Granted, the former amateur free agent witnessed a slight regression involving his ground ball rate (47.0% in ’21), which was largely caused by his sinking fastball. Having said that, he was still able to perform effectively in that department, as his sinker, changeup and curveball all induced reasonably high ground ball totals.
Admittedly, one of the few downsides to trading for Lopez is the fact he was plagued at times by home runs, particularly against his mid-90s four-seamer. After allowing just a pair of long balls in 2020, it surrendered five this past season – the most among all five of his pitches.
As alarming as this issue might seem, if the native of Venezuela were to operate under the guidance of pitching coach Pete Walker, there’s a pretty strong chance he could correct this problem and begin locating his primary fastball much higher in the zone, keeping it away from dangerous locations.
With Lopez slotted into the Blue Jays’ rotation, even without Ray or Matz, they’d feature a very strong group of starters, including Jose Berrios, Alek Manoah and Hyun Jin Ryu.

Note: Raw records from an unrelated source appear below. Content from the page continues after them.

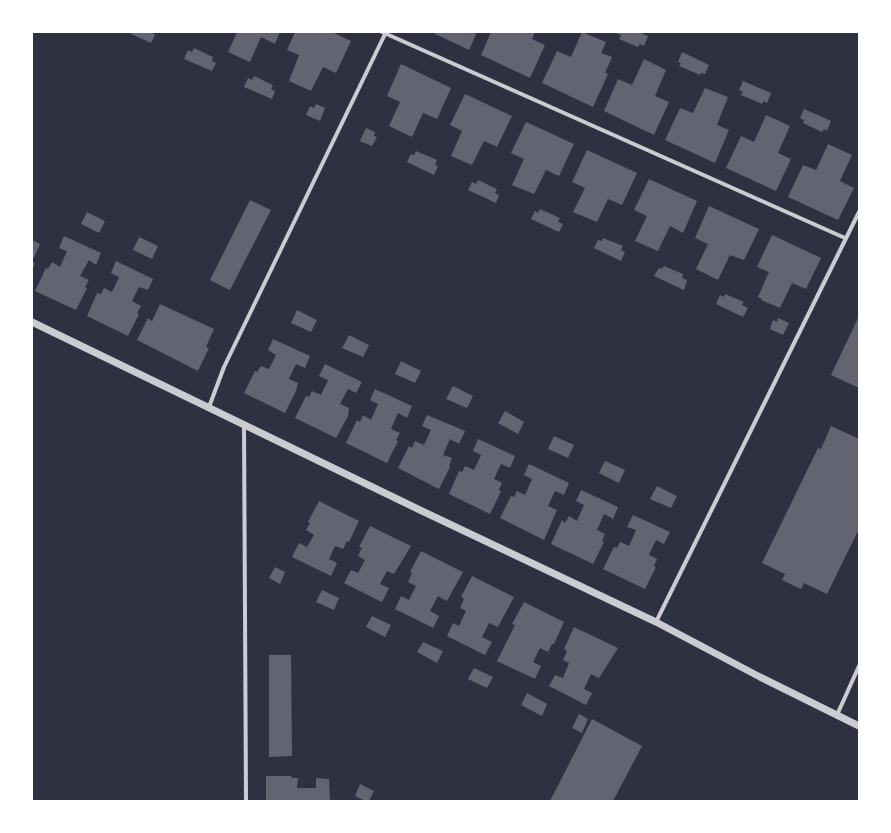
<!DOCTYPE html>
<html>
<head>
<meta charset="utf-8">
<style>
  body { margin:0 }
  #map { position:relative; width:891px; height:833px; overflow:hidden; background:#2d3142; font-family:"Exo 2",sans-serif }
  canvas { display:block }
  .frame { position:absolute; inset:0; border:33px solid #fff; pointer-events:none }
</style>
</head>
<body>
<div id="map">
<canvas width="891" height="833"></canvas>
<div class="frame"></div>
</div>
<script>
const g = document.querySelector('canvas').getContext('2d');
g.lineJoin = 'round';
function fill(path, color) { g.fillStyle = color; g.fill(path, 'evenodd'); }
const toPath = rows => new Path2D(rows.map(r => 'M' + r).join(''));
function stroke(path, color, width, dash) { g.strokeStyle = color; g.lineWidth = width; g.lineCap = dash ? 'butt' : 'round'; g.setLineDash(dash || []); g.stroke(path); }
fill(toPath([
  [127,32,151,32,155,35,151,43],
  [237,32,280,32,275,44,261,37,250,62,228,52],
  [295,32,332,32,351,41,336,73,323,67,311,91,289,81,299,55,287,50],
  [431,32,477,32,469,50],
  [491,32,535,32,532,39,545,45,530,78,481,55],
  [582,32,606,42,601,53,612,57,605,73,608,74,593,107,542,83,557,51,571,57],
  [613,32,638,32,648,36,644,46,640,44,638,47,619,39,621,35],
  [194,48,213,57,212,61,216,63,212,71,184,59,188,50,192,52],
  [682,52,709,65,705,74,701,73,700,75,679,66,681,63,678,62],
  [644,59,666,70,655,96,669,102,654,135,604,111,618,79,632,85],
  [401,64,451,88,437,119,423,113,412,137,389,126,400,102,387,96],
  [254,76,273,85,271,89,275,91,272,99,244,87,248,78,252,80],
  [743,81,771,93,767,103,763,101,762,104,741,95,743,92,739,90],
  [705,88,728,97,717,125,729,130,715,163,665,140,680,108,693,113],
  [465,94,512,116,497,147,484,141,472,165,451,156,462,131,450,125],
  [316,104,325,108,320,121,306,115,310,106,314,108],
  [804,109,831,121,827,131,824,129,822,132,803,123,804,120,800,118],
  [766,115,790,126,778,153,791,159,776,191,726,168,741,136,754,142],
  [526,122,574,144,559,176,546,170,534,194,512,185,524,159,511,153],
  [366,128,375,132,374,136,377,137,372,146,360,141],
  [828,144,852,155,840,181,854,188,838,220,788,197,803,165,816,170],
  [587,150,637,173,622,205,608,199,597,222,573,212,585,188,572,182],
  [416,151,437,160,435,165,438,166,434,175,407,162,411,154,414,155],
  [649,179,697,201,683,233,670,226,658,251,635,241,647,216,634,210],
  [478,180,497,189,495,193,499,195,496,203,468,190,472,182,476,184],
  [250,200,271,210,230,290,210,280],
  [709,206,759,229,744,260,730,255,718,280,696,269,708,244,695,238],
  [540,209,560,218,558,222,563,224,559,232,531,219,535,211,538,213],
  [87,212,105,221,99,233,81,224],
  [772,235,821,258,806,289,792,283,780,308,761,300,762,299,758,297,769,272,757,267],
  [64,236,101,253,96,265,89,260,80,276,89,280,85,287,87,288,76,310,35,291,46,268,48,269,52,262,60,267,67,251,59,248],
  [139,237,158,246,152,259,133,250],
  [603,238,623,246,621,250,625,252,621,261,594,248,598,240,602,241],
  [32,240,40,244,32,262,35,263,32,270],
  [116,261,153,279,148,290,139,287,132,301,141,306,137,313,139,314,128,336,87,316,97,293,101,294,104,288,112,292,119,277,111,273],
  [664,266,683,274,682,278,687,280,684,290,654,276,659,268,662,269],
  [725,294,744,302,742,305,748,308,743,317,716,304,720,295,724,297],
  [160,304,214,329,206,347,209,348,198,371,137,340,148,318,152,321],
  [297,310,317,320,311,332,291,323],
  [859,316,859,388,831,375],
  [778,318,789,323,783,335,770,329,773,320,777,322],
  [349,335,369,345,363,357,342,348],
  [273,339,310,356,305,368,296,364,289,379,298,383,296,391,285,413,244,393,255,371,257,372,261,366,269,369,276,355,268,350],
  [401,361,421,371,415,383,395,374],
  [325,364,362,382,356,393,348,389,340,404,349,408,348,416,336,438,295,418,306,396,309,397,312,391,321,395,328,380,319,376],
  [453,386,473,396,467,408,446,399],
  [375,389,412,406,407,418,398,413,391,429,400,433,396,440,398,441,387,463,346,443,357,420,360,422,363,415,371,420,378,404,370,400],
  [505,411,524,422,518,434,498,423],
  [427,415,465,431,459,444,450,439,443,455,452,458,449,466,450,467,439,489,398,468,409,446,412,448,415,441,424,445,431,430,422,426],
  [831,426,859,439,859,529,827,594,804,583,801,589,782,580,785,574,762,563,818,448,821,449],
  [554,436,574,445,568,458,548,449],
  [478,439,515,456,510,468,501,464,494,479,502,483,499,490,501,491,490,514,449,494,459,471,462,472,465,466,474,470,481,455,473,451],
  [605,461,625,470,619,483,599,473],
  [529,464,569,483,564,495,555,491,548,506,557,510,544,540,500,518,511,496,514,497,517,491,525,495,532,479,524,475],
  [657,486,677,496,671,508,650,499],
  [581,490,618,507,613,519,604,514,597,530,605,534,602,541,604,542,593,564,551,544,562,520,565,523,569,516,577,521,584,505,576,501],
  [319,501,359,521,349,542,347,541,343,549,335,546,329,559,337,563,331,576,292,557,299,543,307,547,314,535,306,530,310,523,308,522],
  [633,515,670,532,664,544,656,540,649,555,657,559,654,566,656,567,645,589,603,569,614,547,617,548,620,542,629,546,636,530,627,527],
  [370,526,411,546,394,574,387,571,380,584,389,588,382,602,344,583,351,570,358,573,365,560,358,556,362,548,359,547],
  [421,551,463,572,447,601,438,596,430,611,439,616,433,628,395,609,401,596,409,600,416,586,408,582,412,573,410,572],
  [275,567,285,572,280,584,269,578],
  [472,576,514,597,498,627,489,623,482,637,492,642,485,655,447,636,453,623,459,626,466,611,460,608,464,599,461,597],
  [322,590,339,598,334,610,316,602],
  [524,602,564,622,554,644,552,644,548,652,540,648,533,662,541,666,535,679,497,661,515,625,512,624],
  [372,616,391,625,385,637,366,627],
  [574,627,618,648,599,678,591,674,584,689,592,693,586,705,549,686,555,675,563,678,569,663,563,660,567,651,564,649],
  [423,642,443,651,437,663,417,652],
  [269,655,291,655,292,756,269,757],
  [474,668,493,677,487,688,468,679],
  [527,693,547,704,542,716,521,705],
  [579,714,588,719,582,733,572,728],
  [592,719,642,746,613,801,550,801],
  [266,776,291,776,292,778,298,778,297,788,316,788,316,778,329,779,330,801,266,801],
  [360,784,374,791,369,801,365,801,355,796]
]), '#626471');
stroke(toPath([
  [382,32,845,238],
  [209,407,224,367,386,32],
  [244,425,246,801],
  [656,622,859,212],
  [837,715,859,666]
]), '#caccd0', 4);
stroke(toPath([
  [32,322,422,511,656,622,760,677,859,726]
]), '#caccd0', 7);
</script>
</body>
</html>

Since the Marlins’ hurler is only projected to receive $2.5 million through arbitration this winter, that amount shouldn’t deter the front office from targeting another front-line starter in free agency.
If the team were to acquire said pitcher, whether that’s re-signing Ray or landing someone like Kevin Gausman, that’d likely provide them with one of the top rotations throughout the majors in 2022. As for where that might leave Nate Pearson, well, perhaps he could serve as the next arm up in case of an injury or potentially return to the bullpen down the stretch once again.
Whatever path Toronto ultimately chooses this off-season, don’t be surprised if they end up completing a headline-worthy trade with Miami in the coming months – as always, expect the unexpected around this time of the year.